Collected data
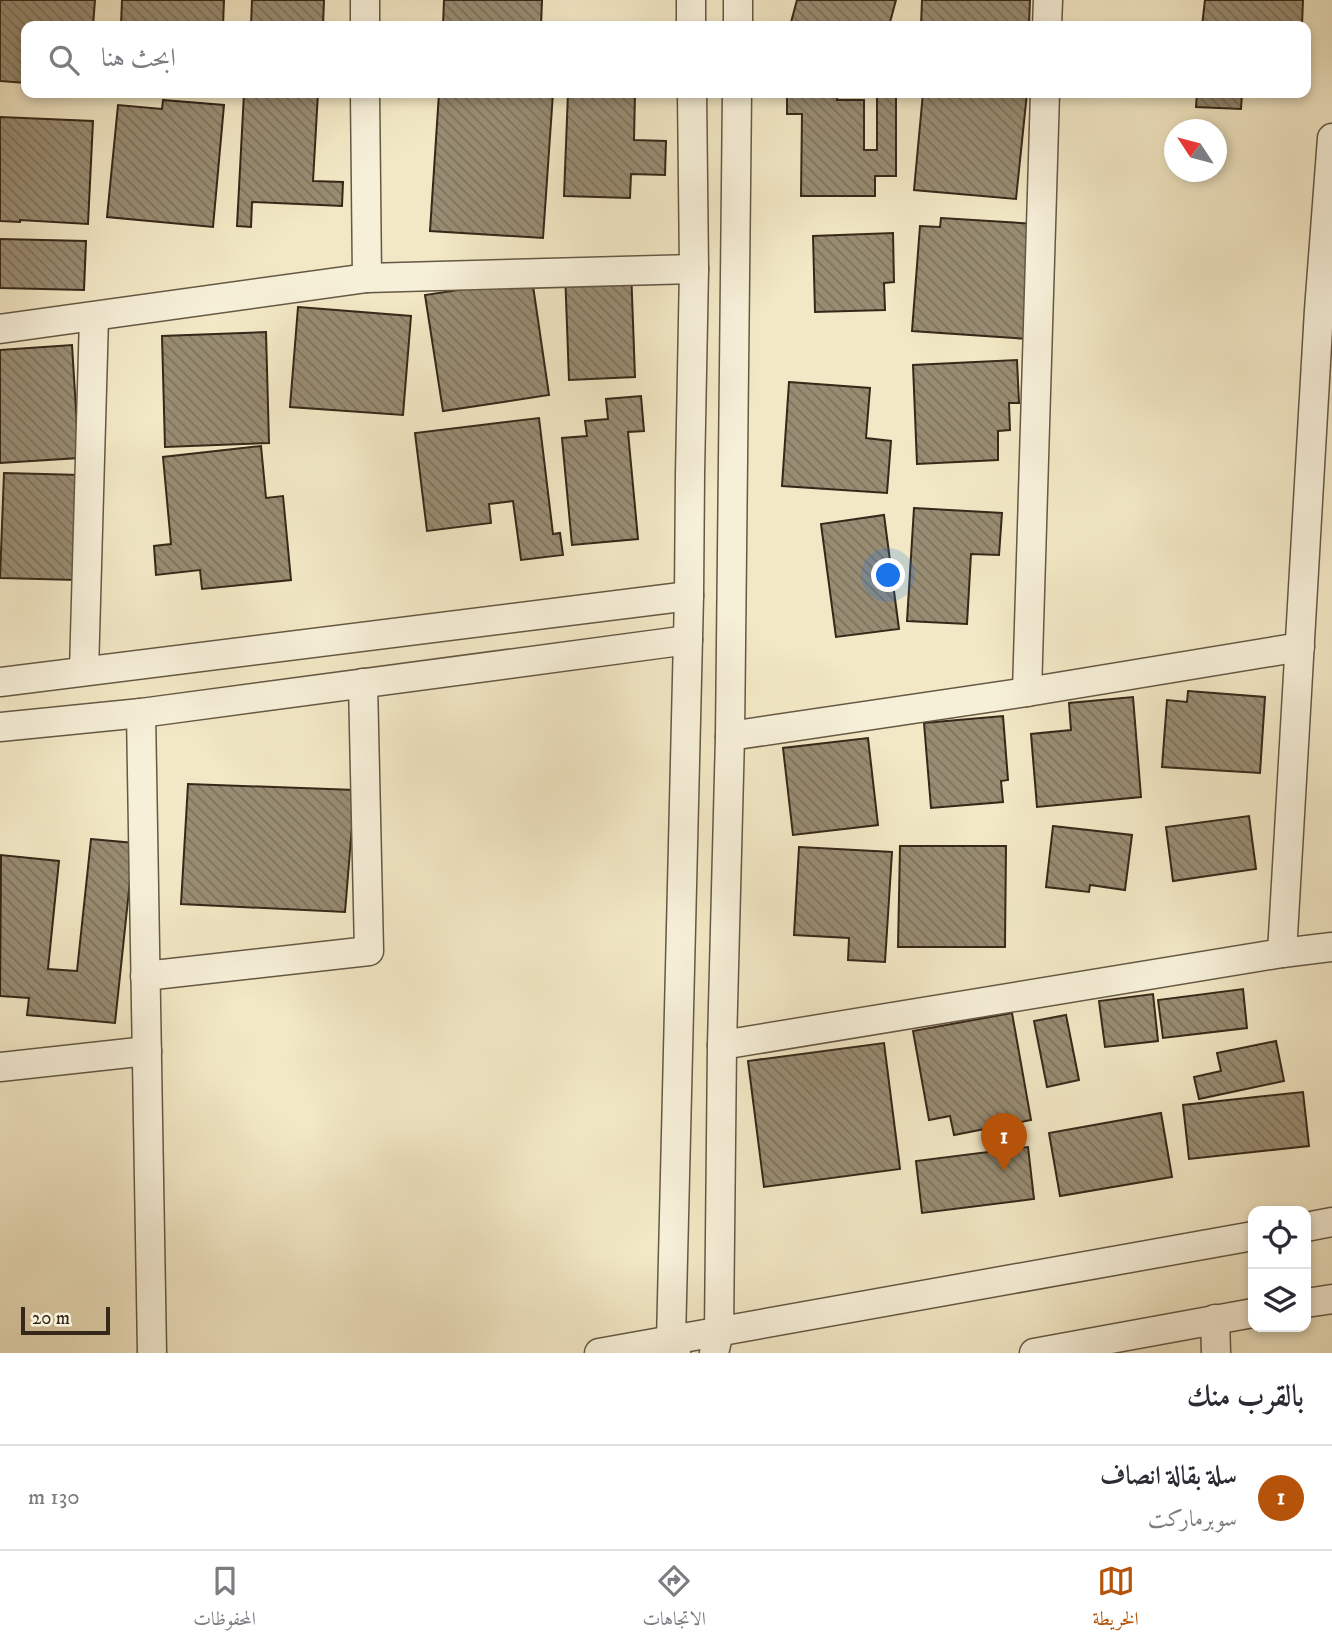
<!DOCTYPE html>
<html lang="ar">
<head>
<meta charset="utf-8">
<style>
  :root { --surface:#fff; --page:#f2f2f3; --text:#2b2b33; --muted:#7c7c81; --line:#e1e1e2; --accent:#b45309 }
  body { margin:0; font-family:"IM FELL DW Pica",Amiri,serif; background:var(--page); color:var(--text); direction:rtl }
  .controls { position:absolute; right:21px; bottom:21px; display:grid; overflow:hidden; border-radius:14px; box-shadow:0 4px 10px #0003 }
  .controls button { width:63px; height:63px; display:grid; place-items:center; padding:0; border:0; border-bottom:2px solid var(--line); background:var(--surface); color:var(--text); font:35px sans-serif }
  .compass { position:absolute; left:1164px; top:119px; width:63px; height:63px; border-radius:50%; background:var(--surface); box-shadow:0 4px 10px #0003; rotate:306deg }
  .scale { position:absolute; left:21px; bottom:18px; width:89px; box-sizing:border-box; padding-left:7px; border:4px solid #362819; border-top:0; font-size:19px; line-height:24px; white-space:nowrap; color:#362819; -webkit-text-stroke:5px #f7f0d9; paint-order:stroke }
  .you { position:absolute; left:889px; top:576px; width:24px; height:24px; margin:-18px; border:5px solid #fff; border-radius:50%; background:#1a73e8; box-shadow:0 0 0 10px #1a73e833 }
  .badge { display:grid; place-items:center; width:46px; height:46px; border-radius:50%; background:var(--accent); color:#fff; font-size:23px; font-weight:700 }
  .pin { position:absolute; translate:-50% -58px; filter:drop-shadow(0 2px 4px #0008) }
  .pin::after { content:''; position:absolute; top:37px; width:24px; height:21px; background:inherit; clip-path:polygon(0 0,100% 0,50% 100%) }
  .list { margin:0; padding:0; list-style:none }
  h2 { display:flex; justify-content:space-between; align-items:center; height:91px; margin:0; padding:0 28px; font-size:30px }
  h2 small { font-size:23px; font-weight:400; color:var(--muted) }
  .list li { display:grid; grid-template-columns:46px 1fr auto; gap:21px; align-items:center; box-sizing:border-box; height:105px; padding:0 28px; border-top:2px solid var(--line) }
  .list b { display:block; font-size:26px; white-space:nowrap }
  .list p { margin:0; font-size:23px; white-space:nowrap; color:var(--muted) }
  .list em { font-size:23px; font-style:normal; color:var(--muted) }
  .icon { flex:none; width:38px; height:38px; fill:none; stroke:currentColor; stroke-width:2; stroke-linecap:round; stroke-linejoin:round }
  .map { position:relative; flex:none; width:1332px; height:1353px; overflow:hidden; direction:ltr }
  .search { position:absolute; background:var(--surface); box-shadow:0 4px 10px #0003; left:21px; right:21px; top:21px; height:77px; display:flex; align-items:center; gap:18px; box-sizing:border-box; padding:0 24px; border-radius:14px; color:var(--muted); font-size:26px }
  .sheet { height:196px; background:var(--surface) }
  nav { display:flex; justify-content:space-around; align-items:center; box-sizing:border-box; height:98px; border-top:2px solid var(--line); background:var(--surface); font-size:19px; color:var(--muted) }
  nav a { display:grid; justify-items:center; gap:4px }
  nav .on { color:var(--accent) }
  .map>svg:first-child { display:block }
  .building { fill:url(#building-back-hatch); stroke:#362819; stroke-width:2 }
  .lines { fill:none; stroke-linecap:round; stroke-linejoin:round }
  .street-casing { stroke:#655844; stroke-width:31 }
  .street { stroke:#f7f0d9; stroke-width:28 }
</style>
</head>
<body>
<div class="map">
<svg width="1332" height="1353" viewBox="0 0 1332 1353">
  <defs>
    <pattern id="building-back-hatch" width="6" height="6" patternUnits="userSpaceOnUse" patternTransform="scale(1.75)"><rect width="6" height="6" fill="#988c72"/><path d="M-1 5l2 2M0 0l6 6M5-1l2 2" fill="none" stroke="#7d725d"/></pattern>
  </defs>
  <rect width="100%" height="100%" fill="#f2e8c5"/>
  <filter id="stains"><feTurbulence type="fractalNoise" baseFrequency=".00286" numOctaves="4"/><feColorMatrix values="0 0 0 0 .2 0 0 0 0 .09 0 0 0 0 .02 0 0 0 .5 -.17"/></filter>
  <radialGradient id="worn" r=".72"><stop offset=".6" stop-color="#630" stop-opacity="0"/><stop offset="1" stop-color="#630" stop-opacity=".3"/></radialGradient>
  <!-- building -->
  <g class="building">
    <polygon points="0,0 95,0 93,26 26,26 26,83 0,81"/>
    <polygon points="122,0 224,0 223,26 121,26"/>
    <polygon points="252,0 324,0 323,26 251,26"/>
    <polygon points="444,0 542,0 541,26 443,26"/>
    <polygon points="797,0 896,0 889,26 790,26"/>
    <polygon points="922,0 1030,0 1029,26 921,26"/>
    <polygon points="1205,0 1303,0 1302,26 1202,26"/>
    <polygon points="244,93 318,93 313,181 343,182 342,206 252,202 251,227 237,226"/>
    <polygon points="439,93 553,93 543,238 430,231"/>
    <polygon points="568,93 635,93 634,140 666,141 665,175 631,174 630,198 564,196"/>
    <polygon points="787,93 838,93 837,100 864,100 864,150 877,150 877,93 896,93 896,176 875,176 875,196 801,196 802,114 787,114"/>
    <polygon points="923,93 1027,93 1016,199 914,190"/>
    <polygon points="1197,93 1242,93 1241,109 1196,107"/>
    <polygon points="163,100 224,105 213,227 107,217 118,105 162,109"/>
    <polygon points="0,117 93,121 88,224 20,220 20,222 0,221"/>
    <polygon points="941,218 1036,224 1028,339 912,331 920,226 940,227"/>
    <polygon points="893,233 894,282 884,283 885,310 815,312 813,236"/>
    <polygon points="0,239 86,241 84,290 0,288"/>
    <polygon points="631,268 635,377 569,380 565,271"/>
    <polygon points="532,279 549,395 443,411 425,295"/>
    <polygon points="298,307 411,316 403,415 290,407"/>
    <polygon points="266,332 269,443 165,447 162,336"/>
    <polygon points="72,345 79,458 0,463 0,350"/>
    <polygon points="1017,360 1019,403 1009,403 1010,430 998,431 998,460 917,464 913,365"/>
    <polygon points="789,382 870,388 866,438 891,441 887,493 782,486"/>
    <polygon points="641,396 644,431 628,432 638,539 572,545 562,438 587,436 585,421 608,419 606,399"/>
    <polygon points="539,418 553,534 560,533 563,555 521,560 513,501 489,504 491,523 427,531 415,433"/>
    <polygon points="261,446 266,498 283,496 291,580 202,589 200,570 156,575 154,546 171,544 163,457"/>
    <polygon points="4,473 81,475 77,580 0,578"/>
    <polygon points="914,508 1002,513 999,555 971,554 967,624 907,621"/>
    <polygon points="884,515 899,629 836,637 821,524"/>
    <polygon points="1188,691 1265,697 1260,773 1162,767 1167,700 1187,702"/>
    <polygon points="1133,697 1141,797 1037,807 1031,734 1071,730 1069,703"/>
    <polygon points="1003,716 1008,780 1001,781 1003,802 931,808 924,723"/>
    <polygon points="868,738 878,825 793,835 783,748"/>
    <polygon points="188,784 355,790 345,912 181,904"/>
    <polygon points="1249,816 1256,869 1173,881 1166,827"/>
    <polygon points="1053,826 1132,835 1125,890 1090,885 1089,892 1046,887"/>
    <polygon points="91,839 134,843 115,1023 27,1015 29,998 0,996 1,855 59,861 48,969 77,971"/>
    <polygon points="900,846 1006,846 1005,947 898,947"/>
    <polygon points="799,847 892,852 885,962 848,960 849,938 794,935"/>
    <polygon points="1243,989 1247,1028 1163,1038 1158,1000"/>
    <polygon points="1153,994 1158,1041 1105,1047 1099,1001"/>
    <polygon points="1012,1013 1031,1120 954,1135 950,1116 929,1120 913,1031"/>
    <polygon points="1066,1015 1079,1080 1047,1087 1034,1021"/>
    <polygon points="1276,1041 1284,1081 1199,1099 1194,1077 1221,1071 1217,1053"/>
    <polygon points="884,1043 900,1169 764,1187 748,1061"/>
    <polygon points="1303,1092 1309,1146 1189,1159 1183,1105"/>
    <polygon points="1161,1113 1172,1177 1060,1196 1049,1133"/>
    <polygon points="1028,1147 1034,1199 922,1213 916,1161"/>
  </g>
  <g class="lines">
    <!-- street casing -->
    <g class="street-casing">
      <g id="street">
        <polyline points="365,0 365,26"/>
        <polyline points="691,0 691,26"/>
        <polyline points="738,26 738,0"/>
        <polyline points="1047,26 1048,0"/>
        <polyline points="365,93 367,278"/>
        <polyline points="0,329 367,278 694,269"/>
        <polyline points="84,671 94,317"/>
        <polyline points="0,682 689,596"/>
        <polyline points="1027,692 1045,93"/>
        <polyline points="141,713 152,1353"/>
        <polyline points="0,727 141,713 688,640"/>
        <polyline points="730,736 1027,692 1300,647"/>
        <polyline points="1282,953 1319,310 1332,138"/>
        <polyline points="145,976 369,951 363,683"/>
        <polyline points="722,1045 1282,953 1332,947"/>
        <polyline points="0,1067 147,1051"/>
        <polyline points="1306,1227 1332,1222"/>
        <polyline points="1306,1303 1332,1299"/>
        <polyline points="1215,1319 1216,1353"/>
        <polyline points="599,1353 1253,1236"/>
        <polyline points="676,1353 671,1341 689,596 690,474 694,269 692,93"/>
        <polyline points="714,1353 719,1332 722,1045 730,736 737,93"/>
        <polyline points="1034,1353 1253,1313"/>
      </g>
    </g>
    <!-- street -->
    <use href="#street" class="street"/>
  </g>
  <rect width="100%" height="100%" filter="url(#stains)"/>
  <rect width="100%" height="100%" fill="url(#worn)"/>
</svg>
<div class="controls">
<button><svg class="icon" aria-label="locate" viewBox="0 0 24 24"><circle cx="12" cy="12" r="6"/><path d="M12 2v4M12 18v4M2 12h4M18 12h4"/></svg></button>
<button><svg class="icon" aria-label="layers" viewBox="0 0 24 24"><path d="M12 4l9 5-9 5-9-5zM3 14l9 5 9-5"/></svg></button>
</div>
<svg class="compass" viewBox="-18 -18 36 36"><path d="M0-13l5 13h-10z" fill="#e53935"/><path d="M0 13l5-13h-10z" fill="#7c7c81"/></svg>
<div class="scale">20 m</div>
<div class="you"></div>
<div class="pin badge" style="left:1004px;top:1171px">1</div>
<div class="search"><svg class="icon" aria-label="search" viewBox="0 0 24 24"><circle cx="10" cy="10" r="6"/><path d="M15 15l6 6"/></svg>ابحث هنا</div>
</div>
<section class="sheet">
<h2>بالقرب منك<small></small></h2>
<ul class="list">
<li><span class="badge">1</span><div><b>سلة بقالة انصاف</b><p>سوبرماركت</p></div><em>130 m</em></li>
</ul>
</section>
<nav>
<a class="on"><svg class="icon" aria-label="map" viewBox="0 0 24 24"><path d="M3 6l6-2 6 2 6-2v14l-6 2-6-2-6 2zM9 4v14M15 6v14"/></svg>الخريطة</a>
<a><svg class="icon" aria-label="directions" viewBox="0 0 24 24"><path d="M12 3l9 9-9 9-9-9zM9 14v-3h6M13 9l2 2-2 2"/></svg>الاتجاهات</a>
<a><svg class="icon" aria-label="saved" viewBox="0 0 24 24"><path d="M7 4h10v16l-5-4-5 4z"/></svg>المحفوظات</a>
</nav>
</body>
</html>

- PROBLEM REQUIREMENTS: Every line of the entries that includes "lines" must be copied into the answer.

- ANSWER BOX:
  .lines { fill:none; stroke-linecap:round; stroke-linejoin:round }
  <g class="lines">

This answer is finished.